Saved data entries:
________________________________________

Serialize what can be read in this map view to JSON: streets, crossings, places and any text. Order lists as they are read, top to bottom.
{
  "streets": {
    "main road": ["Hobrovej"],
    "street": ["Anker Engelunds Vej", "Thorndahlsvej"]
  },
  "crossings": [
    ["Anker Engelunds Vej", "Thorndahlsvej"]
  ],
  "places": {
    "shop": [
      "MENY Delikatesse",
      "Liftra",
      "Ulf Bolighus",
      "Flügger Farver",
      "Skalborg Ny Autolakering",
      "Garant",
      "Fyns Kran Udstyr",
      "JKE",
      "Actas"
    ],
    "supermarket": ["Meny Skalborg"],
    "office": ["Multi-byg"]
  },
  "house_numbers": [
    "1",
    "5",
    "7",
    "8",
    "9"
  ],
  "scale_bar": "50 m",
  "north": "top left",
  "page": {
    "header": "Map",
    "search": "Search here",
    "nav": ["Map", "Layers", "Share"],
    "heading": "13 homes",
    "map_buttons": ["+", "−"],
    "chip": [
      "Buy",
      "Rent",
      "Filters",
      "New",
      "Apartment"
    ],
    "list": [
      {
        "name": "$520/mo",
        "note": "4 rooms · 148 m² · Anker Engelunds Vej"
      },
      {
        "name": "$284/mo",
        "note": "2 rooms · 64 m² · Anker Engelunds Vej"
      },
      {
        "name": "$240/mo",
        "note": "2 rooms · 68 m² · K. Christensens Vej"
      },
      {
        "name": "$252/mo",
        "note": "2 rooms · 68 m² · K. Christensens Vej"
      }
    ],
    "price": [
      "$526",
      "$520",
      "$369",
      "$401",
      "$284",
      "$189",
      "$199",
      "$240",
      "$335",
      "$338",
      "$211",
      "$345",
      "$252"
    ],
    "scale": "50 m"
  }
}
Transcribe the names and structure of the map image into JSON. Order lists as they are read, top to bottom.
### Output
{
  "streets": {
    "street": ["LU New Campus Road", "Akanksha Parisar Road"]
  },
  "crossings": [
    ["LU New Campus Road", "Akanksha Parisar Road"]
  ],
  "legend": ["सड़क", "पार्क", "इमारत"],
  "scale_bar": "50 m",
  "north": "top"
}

________________________________________

• [Problem to work on] Leave out every line before the one containing "Transcribe the names". Transcribe that line and all lines after it through the end of the data above, exactly.

• [The answer]
Transcribe the names and structure of the map image into JSON. Order lists as they are read, top to bottom.
### Output
{
  "streets": {
    "street": ["LU New Campus Road", "Akanksha Parisar Road"]
  },
  "crossings": [
    ["LU New Campus Road", "Akanksha Parisar Road"]
  ],
  "legend": ["सड़क", "पार्क", "इमारत"],
  "scale_bar": "50 m",
  "north": "top"
}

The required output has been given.